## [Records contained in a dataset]

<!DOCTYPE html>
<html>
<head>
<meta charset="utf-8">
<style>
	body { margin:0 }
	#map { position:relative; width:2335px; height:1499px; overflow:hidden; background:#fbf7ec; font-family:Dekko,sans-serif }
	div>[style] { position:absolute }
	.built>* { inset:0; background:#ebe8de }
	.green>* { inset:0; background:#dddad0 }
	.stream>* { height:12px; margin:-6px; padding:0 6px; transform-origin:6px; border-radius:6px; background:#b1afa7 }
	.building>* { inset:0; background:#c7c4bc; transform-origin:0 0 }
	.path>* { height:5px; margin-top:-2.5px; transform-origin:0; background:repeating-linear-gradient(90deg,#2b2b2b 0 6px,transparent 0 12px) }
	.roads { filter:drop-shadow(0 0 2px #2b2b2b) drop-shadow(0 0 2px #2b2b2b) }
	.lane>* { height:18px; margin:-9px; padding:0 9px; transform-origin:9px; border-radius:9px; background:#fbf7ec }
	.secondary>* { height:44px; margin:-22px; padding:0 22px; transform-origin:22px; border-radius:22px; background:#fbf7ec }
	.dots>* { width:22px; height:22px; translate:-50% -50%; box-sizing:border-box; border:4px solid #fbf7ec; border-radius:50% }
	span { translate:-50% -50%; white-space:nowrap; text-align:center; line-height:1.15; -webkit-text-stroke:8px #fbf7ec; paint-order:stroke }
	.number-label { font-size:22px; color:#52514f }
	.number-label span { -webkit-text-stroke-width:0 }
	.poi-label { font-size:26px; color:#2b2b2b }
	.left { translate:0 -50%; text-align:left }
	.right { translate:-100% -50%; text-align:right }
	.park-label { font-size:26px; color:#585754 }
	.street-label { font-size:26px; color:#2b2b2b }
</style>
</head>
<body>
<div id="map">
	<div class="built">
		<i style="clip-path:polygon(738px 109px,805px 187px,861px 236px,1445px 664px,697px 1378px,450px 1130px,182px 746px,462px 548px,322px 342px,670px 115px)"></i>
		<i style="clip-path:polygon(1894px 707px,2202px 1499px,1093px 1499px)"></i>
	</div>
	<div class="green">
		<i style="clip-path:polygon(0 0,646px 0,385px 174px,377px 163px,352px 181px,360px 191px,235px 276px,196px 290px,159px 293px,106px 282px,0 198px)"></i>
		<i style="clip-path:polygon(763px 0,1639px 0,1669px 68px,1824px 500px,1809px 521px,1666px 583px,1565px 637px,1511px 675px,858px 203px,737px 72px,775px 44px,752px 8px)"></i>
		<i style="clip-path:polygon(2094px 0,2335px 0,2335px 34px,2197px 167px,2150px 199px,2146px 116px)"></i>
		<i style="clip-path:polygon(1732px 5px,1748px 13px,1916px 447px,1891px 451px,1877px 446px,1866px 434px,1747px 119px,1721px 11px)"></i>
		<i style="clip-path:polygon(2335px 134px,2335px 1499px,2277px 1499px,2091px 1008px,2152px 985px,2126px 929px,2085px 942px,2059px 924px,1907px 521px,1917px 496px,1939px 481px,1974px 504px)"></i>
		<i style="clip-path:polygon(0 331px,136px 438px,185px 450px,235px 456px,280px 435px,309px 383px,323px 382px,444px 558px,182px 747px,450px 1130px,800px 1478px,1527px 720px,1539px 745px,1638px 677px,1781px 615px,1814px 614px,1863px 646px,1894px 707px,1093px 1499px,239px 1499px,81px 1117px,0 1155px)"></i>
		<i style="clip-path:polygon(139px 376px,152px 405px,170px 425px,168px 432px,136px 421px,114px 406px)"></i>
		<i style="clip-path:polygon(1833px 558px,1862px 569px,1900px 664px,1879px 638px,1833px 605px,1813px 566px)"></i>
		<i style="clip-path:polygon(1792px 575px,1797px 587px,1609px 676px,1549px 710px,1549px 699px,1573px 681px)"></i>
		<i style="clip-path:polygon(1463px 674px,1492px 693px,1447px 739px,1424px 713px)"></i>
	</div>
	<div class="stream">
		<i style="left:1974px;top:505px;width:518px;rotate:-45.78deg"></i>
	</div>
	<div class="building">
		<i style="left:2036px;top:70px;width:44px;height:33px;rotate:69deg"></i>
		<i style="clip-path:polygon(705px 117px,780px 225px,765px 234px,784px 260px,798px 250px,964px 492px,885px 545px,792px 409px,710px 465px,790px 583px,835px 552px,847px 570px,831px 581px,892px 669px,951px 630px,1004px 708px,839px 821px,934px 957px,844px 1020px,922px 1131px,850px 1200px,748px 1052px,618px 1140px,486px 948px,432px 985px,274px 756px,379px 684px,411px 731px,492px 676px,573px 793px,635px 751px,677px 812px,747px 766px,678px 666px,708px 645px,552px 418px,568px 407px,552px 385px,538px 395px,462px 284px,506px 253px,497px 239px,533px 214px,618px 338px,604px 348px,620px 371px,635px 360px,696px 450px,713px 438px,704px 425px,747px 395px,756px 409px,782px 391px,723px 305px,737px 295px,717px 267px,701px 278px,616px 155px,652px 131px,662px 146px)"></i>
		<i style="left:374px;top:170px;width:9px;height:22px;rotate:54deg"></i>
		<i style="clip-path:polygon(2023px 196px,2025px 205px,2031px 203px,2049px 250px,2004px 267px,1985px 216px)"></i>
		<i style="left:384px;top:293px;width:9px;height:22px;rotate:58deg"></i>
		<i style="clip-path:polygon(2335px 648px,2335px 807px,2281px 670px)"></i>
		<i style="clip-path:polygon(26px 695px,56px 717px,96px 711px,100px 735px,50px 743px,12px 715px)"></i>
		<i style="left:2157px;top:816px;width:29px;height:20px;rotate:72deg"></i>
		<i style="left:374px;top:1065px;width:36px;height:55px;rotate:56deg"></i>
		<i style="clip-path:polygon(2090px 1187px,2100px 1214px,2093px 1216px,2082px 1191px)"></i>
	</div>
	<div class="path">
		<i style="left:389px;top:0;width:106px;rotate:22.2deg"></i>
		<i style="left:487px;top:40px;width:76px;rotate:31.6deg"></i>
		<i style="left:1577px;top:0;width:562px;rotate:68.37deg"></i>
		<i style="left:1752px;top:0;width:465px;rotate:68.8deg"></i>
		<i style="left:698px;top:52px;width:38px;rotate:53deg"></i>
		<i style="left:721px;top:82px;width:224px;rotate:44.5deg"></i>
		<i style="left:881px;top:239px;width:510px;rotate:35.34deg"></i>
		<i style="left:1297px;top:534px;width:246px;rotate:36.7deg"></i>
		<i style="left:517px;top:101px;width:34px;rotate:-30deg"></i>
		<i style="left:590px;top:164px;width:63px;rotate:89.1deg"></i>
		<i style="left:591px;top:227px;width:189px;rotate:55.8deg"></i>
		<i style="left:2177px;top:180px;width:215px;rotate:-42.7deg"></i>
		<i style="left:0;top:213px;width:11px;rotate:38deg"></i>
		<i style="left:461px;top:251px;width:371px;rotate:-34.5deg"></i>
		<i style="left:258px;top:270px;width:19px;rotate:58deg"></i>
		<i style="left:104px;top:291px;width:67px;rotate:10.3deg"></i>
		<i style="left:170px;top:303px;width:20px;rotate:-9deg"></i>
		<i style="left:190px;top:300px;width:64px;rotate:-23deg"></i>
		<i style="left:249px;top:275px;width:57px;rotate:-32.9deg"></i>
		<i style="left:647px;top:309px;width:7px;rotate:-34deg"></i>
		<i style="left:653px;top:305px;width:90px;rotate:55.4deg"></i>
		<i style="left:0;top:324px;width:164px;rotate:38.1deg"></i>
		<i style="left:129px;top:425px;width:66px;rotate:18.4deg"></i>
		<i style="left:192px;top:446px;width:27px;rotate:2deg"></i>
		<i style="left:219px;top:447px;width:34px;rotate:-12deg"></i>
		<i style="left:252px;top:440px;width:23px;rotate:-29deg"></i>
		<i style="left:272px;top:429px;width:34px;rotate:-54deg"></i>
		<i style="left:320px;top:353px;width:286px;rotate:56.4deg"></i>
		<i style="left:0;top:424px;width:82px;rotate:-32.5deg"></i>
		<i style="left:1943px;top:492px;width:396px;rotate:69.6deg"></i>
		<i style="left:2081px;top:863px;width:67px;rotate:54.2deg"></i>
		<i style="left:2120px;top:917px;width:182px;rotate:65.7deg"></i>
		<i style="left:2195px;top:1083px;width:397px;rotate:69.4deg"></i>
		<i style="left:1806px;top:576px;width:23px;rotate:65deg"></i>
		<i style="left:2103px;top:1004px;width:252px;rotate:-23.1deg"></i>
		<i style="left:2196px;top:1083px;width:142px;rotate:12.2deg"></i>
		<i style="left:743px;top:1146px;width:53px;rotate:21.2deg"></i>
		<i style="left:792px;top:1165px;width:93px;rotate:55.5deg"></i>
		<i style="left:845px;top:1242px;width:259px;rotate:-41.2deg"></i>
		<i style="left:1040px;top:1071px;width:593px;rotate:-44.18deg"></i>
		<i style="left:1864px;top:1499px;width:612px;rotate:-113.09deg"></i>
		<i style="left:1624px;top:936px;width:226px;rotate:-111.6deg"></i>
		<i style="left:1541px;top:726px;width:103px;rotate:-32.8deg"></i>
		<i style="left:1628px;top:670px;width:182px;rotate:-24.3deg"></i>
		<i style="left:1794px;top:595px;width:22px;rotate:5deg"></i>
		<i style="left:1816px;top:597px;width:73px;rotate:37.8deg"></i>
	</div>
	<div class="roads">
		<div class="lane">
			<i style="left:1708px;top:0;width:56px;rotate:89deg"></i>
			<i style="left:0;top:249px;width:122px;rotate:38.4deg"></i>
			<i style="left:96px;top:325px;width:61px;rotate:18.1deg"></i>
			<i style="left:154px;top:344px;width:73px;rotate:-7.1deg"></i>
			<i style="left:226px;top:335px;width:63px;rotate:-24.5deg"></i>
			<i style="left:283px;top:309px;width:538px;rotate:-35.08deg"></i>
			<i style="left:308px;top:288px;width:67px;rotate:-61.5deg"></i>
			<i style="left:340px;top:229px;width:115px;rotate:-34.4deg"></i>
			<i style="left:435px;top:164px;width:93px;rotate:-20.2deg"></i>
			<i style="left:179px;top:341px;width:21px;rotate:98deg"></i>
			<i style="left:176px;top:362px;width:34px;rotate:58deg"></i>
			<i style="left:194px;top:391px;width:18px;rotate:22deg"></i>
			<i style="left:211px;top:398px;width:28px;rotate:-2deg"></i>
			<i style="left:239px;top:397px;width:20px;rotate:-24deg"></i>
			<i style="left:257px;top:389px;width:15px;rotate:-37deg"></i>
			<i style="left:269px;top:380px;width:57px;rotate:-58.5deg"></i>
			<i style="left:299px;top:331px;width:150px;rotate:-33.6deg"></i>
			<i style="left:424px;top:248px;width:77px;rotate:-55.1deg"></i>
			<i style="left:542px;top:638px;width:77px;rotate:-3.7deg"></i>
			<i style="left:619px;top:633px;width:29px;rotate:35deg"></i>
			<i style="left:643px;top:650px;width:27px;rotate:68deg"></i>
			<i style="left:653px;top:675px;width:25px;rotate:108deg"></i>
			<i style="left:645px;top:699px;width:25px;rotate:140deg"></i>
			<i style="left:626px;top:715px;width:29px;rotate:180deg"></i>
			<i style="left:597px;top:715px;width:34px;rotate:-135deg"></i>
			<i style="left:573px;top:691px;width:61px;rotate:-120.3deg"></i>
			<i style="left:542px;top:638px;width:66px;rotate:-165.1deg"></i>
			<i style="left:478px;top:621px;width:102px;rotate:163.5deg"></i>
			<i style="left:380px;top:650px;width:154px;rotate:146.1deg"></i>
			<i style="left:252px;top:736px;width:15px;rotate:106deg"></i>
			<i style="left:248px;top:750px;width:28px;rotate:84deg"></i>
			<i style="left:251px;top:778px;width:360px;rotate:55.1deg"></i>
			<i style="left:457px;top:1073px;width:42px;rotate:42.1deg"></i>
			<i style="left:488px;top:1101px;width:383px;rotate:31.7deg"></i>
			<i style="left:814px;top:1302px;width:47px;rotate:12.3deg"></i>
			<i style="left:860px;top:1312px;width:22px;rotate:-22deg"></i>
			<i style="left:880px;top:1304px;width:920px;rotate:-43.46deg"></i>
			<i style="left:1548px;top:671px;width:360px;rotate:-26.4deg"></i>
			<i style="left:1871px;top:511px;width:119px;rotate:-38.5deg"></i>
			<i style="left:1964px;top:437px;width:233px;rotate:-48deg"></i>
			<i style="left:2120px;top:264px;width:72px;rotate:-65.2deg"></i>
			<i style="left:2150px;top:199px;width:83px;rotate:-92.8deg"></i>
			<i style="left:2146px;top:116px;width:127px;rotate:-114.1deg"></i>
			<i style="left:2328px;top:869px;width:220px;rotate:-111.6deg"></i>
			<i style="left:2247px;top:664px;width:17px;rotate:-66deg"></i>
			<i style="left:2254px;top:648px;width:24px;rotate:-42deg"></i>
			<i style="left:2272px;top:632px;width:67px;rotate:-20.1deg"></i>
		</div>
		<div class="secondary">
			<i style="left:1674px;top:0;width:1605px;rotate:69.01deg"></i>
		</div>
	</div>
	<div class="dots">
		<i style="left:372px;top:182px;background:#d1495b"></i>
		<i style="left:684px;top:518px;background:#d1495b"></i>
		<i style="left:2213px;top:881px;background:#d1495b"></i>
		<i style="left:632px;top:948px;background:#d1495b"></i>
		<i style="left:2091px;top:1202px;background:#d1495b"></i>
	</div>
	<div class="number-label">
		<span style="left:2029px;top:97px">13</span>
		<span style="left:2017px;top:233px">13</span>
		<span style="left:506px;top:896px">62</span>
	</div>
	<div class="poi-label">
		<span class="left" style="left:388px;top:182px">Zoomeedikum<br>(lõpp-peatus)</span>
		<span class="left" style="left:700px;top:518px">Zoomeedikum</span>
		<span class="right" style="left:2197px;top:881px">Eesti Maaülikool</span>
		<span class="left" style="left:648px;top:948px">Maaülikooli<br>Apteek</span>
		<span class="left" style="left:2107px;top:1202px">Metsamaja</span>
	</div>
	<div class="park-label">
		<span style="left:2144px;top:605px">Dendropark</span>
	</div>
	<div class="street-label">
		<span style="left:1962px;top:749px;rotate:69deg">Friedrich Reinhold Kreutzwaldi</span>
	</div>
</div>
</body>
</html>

## [WORK TO BE COMPLETED]
Exactly as written, please transcribe the lines from the start of the records above to the line that holds "filter:drop-shadow(0 0 2px", both ends included.

## [FINISHED TASK]
<!DOCTYPE html>
<html>
<head>
<meta charset="utf-8">
<style>
	body { margin:0 }
	#map { position:relative; width:2335px; height:1499px; overflow:hidden; background:#fbf7ec; font-family:Dekko,sans-serif }
	div>[style] { position:absolute }
	.built>* { inset:0; background:#ebe8de }
	.green>* { inset:0; background:#dddad0 }
	.stream>* { height:12px; margin:-6px; padding:0 6px; transform-origin:6px; border-radius:6px; background:#b1afa7 }
	.building>* { inset:0; background:#c7c4bc; transform-origin:0 0 }
	.path>* { height:5px; margin-top:-2.5px; transform-origin:0; background:repeating-linear-gradient(90deg,#2b2b2b 0 6px,transparent 0 12px) }
	.roads { filter:drop-shadow(0 0 2px #2b2b2b) drop-shadow(0 0 2px #2b2b2b) }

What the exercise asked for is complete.